Little River to reopen

The following information was released by the Alabama Forestry Commission (AFC) last week.

“The AFC’s Claude D. Kelley Recreational Area and Little River State Forest will reopen to the public on March 17, 2018. It will be operational on weekends for day-use-only from Friday noon through Sunday at 5:00 pm. Hours of operation will be expanded in the near future. Camping sites will be available soon.”

The park closed indefinitely December 30, 2016 when AFC’s operating partner Ironman Outdoor Ministries could no longer afford to operate the park.

A lot of people will be glad to hear of the reopening. For decades, Little River has been the site of reunions, camp-outs, cook-outs, fishing, and swimming on hot summer days.

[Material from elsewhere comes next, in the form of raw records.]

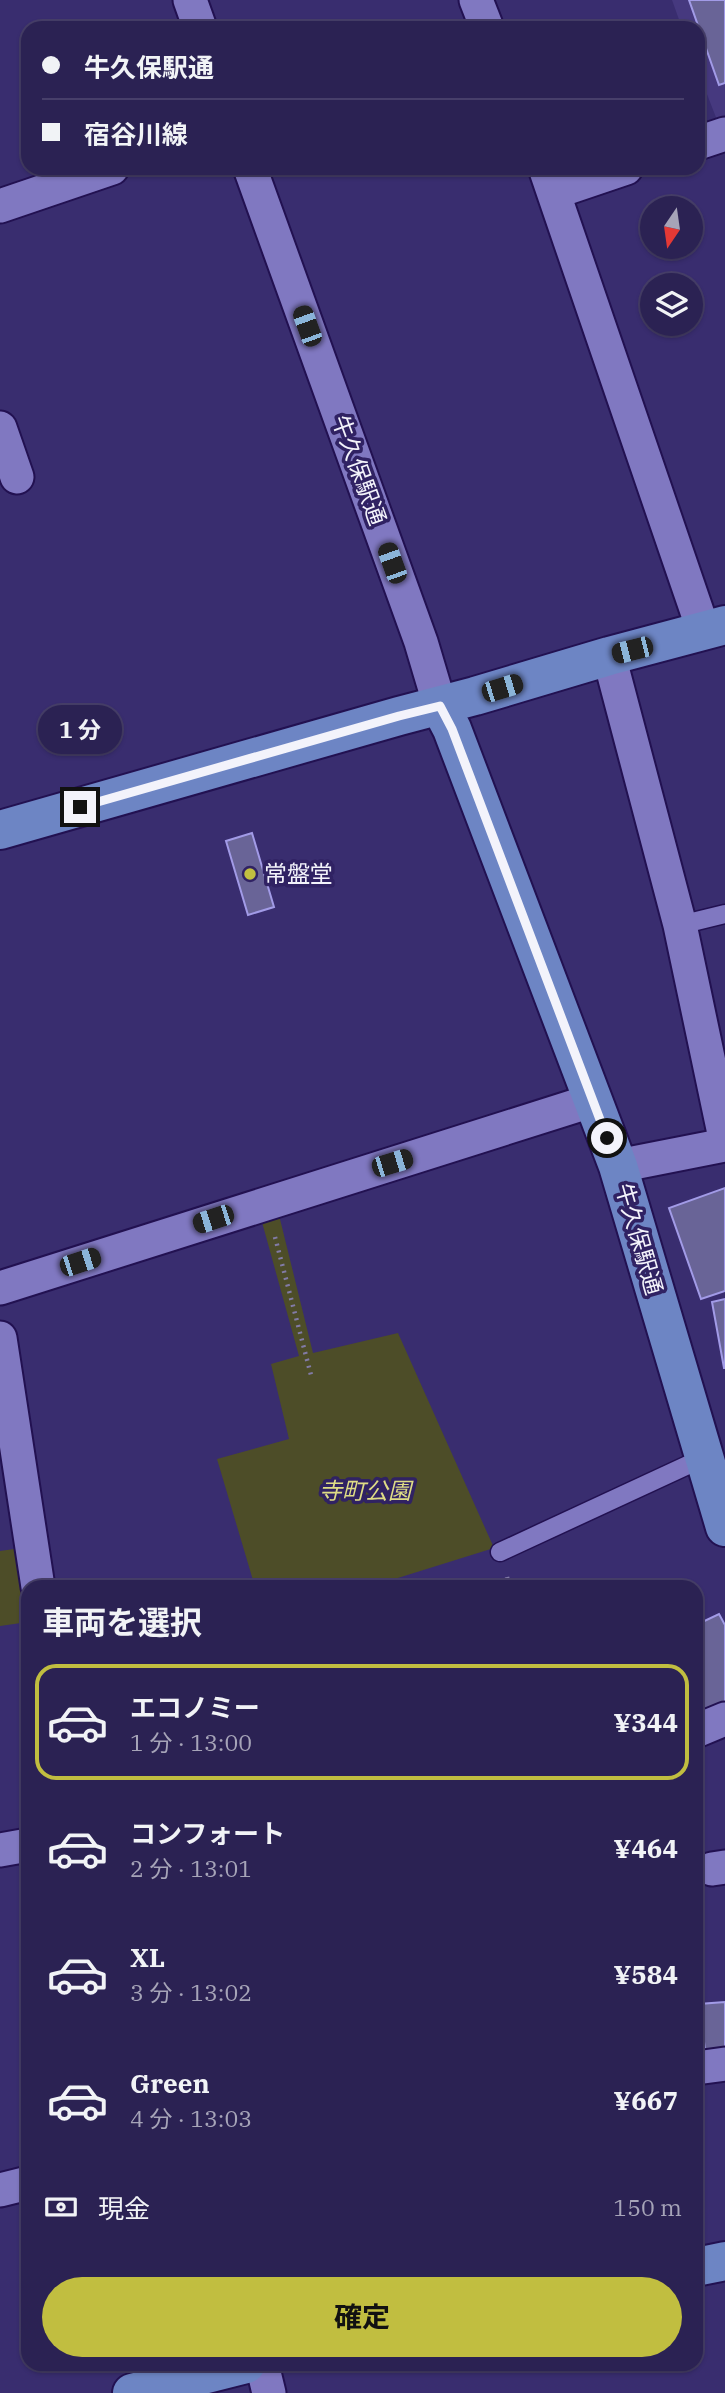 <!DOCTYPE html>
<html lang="ja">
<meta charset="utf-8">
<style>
:root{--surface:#2b2253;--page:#332a5a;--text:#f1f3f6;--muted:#a6a4b8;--line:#473f6a;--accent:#c1be40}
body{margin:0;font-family:"IBM Plex Serif","Noto Sans JP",serif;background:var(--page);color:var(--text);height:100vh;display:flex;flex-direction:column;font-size:26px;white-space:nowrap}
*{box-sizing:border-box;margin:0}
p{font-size:23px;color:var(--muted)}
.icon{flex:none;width:38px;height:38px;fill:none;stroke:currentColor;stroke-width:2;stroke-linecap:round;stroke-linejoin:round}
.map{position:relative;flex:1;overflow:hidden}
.side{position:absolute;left:21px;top:1580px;width:682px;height:791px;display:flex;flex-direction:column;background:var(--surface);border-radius:21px;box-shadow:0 2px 5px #0004,0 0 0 2px var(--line)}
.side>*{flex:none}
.guide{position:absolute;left:21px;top:21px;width:684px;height:154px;border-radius:21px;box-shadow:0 2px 5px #0004,0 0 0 2px var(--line);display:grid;align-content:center;height:154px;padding:0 21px;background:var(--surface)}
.needle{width:46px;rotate:193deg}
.controls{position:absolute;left:640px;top:196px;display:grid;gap:14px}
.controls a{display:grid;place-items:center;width:63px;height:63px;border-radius:50%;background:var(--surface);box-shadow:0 2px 5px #0004,0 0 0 2px var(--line);font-size:35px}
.end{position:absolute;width:32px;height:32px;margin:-16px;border:9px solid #f3f3fb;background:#111;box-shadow:0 0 0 4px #111}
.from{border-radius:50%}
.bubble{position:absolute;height:49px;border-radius:24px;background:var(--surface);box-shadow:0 2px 5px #0004,0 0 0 2px var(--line);font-size:23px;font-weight:700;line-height:49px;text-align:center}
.car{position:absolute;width:21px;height:42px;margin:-21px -10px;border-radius:9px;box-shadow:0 0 5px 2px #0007;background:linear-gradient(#222 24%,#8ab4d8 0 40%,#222 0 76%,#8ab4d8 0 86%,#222 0)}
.guide b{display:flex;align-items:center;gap:24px;height:66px;font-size:26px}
.guide b+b{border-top:2px solid var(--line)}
.guide i{width:18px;height:18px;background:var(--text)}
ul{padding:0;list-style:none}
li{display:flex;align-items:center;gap:21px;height:116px;margin:0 14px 10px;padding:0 7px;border:4px solid transparent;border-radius:21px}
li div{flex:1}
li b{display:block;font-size:26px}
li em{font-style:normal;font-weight:700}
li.selected{border-color:var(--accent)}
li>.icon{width:63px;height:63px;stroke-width:1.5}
h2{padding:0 21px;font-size:32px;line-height:84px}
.pay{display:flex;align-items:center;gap:18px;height:77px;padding:0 21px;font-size:26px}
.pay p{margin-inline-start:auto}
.cta{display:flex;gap:14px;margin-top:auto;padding:14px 21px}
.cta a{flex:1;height:80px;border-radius:42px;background:var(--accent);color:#111;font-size:28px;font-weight:700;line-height:80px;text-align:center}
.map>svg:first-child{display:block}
.built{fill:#46397f}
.green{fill:#4d4d28}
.building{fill:#696497;stroke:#a29be7;stroke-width:2}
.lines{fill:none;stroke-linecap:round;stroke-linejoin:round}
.lane-casing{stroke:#221151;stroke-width:21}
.street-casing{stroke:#221151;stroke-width:37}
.secondary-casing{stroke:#221151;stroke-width:42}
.path{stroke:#827ba6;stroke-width:4.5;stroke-dasharray:2 5;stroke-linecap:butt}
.lane{stroke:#8078c1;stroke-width:18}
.street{stroke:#8078c1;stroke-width:33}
.secondary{stroke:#6d85c4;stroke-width:38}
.route{stroke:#f3f3fb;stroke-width:9}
.poi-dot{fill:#c1be40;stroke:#302263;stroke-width:2.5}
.labels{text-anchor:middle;stroke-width:7;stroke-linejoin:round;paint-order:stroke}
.street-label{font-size:23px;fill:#f3f3fb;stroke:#302263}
.poi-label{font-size:23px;fill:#f3f3fb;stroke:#302263;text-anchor:start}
.park-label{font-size:23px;font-style:italic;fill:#dfdd85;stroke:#302263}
</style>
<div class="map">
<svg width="725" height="2393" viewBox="0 0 725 2393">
<rect width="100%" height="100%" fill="#392d6f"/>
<path class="built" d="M672 0H725V118L717 120 698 71V28H682Z"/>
<path class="green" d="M278 1211 313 1353 398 1333 494 1548 369 1587H255L217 1459 289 1439 271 1364 299 1356 260 1215Z
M21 1548 28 1591V1622L0 1626V1551Z"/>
<path class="building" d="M689 0H725V83L719 85Z
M252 833 274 907 248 915 226 841Z
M725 1188V1291L701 1299 669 1208Z
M725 1299V1368H724L712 1302Z
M719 1614 725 1625V1706L704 1716 696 1700V1625Z
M725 2002V2054L706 2057 699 2004Z"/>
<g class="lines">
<defs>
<path id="lane" d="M680 925 725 914
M500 1552 703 1458"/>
<path id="street" d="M190 0 200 28
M476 0 487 28
M698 143 725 134
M250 168 421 642 440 706
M545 168 704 632
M555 192 626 168
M0 206 112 168
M0 428 17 477
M609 656 680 925 725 1138
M618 1166 725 1145
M0 1288 594 1100
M0 1338 38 1587
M696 1731 725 1719
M0 1850 28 1845
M712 1869 725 1867
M696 2068 725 2064
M0 2190 28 2183
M262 2364 269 2393"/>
<path id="secondary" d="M440 706 452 729 618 1166 725 1527
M0 830 399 716 475 696 609 656 725 625
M696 2267 725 2261
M132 2393 246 2364"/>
</defs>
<use href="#lane" class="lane-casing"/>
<use href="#street" class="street-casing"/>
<use href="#secondary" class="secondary-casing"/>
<path class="path" d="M275 1237 311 1375
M507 1577 509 1587"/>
<use href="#lane" class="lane"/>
<use href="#street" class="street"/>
<use href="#secondary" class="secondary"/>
</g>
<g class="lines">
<path class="route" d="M80 807 399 716 440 706 452 729 607 1138"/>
</g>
<circle class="poi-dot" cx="250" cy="874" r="7"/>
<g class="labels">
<g class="street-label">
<text transform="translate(359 470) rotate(70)" y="8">牛久保駅通</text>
<text transform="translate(639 1239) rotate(74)" y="8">牛久保駅通</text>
</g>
<g class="poi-label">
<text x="264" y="882">常盤堂</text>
</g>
<g class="park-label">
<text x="365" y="1499">寺町公園</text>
</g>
</g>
</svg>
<div class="controls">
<a><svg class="needle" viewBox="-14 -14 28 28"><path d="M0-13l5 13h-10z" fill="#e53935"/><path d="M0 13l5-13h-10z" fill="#a6a4b8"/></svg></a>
<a><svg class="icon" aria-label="layers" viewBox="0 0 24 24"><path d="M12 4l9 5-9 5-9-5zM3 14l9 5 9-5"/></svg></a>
</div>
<i class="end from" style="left:607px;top:1138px"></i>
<i class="end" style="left:80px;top:807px"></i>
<div class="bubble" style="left:38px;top:705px;width:84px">1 分</div>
<i class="car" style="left:307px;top:326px;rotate:340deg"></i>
<i class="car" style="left:392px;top:563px;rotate:340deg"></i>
<i class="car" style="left:632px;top:650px;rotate:256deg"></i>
<i class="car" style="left:502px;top:688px;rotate:73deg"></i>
<i class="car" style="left:392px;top:1163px;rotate:73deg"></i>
<i class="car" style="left:213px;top:1219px;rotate:252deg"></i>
<i class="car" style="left:80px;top:1262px;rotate:72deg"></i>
<div class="guide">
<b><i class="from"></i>牛久保駅通</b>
<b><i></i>宿谷川線</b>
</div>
<section class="side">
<h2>車両を選択</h2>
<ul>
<li class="selected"><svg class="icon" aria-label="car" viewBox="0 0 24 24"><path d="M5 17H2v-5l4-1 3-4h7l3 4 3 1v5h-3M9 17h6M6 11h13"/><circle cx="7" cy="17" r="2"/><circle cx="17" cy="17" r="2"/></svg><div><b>エコノミー</b><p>1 分 · 13:00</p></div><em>¥344</em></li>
<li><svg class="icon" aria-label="car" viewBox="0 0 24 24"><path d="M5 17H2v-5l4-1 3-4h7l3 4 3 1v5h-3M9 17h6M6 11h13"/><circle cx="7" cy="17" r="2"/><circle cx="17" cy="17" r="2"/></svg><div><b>コンフォート</b><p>2 分 · 13:01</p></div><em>¥464</em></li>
<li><svg class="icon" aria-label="car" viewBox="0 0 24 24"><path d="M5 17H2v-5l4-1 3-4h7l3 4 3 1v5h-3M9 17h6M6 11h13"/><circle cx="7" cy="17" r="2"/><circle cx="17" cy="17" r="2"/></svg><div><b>XL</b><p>3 分 · 13:02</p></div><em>¥584</em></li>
<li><svg class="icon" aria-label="car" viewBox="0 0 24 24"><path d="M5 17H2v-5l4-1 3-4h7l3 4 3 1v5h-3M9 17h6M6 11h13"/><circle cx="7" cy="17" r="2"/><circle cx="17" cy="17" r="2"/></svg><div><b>Green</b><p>4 分 · 13:03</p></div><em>¥667</em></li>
</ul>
<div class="pay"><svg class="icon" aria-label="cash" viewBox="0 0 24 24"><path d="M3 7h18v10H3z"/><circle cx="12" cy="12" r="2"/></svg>現金<p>150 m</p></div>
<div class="cta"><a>確定</a></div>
</section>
</div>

There is something at Claude D. Kelley Recreational Area and Little River State Forest for everyone, and the fees remain low.

Admission fee:
5 years and under – Free
6 to 15 years – $1
16 to 64 years – $ 2
65 years or older – $ 1
Pavilion fee:
Large Pavilion – $75 a day
Medium Pavilion – $50 a day
Small Pavilion – $15 a day

Consisting of approximately 2,100 acres of longleaf pine forest, it provides the general public with a setting for outdoor adventures such as hiking, camping, swimming, fishing, and horseback riding. All of these activities are available for a moderate entry fee.

Various events are held at the recreational area including family reunions, weddings, church functions such as Easter sunrise services, as well as Boy Scout and Girl Scout activities. Six pavilions in varying dimensions are rented out by the day to accommodate different group sizes.

For those with camper trailers, the park provides electricity and water hook-ups, and sewage hookups if necessary. There is unlimited space for the person who likes to “rough it” in the wild.

Along the trails there are plenty of opportunities to view ample wildlife, from deer and turkey, to rabbits and quail, even a bobcat or fox. Bird watchers find it an exceptional site to observe birds of all types.

Although hunting is not allowed on a large scale, Little River State Forest uniquely offers hunting to hunters with disabilities. The rules and regulations for this hunting privilege are controlled and monitored by the Alabama Department of Wildlife and Freshwater Fisheries Division of the Alabama Department of Conservation and Natural Resources.

The 25-acre lake provides a great place cool off on a hot day or simple afternoons swimming with friends and family. While swimming or sliding down the spillway is a favorite activity for children in the summer, the lake provides a nice spot for boating and canoeing year-round. Many anglers have caught their limit of fish here as well.

Originally privately-owned property, this land was deeded to the Alabama Forestry Commission in the early 1930s while the Great Depression was taking its toll on America. President Franklin D. Roosevelt implemented several ideas to help pull people out of the Depression and get back to work. One of these programs was the Civilian Conservation Corps (CCC), designed to help rebuild natural resources by planting trees and constructing park facilities.

In 1934, the CCC was sent to the Atmore area to build a public park that would eventually become known as Little River State Forest. Many of the facilities located on the grounds remain from the original construction by the CCC, including the office building, a cabin, and pavilions. The Gazebo Trail was also built by the CCC, as well as the lake. The soil removed from the lake bed was used to construct the dam and levee. Iron stone was collected from the area to create the spillway. This beautiful location has been used over the years by many people as a backdrop for photos and weddings.

Not only is the natural beauty important, but the overall health of the forest is a primary focus for the agency. A healthy forest provides the ultimate setting to educate the public about longleaf pine forests. Selective harvesting of timber and prescribed burning are just a few of the forest management tools being practiced on the forest to help accomplish this goal.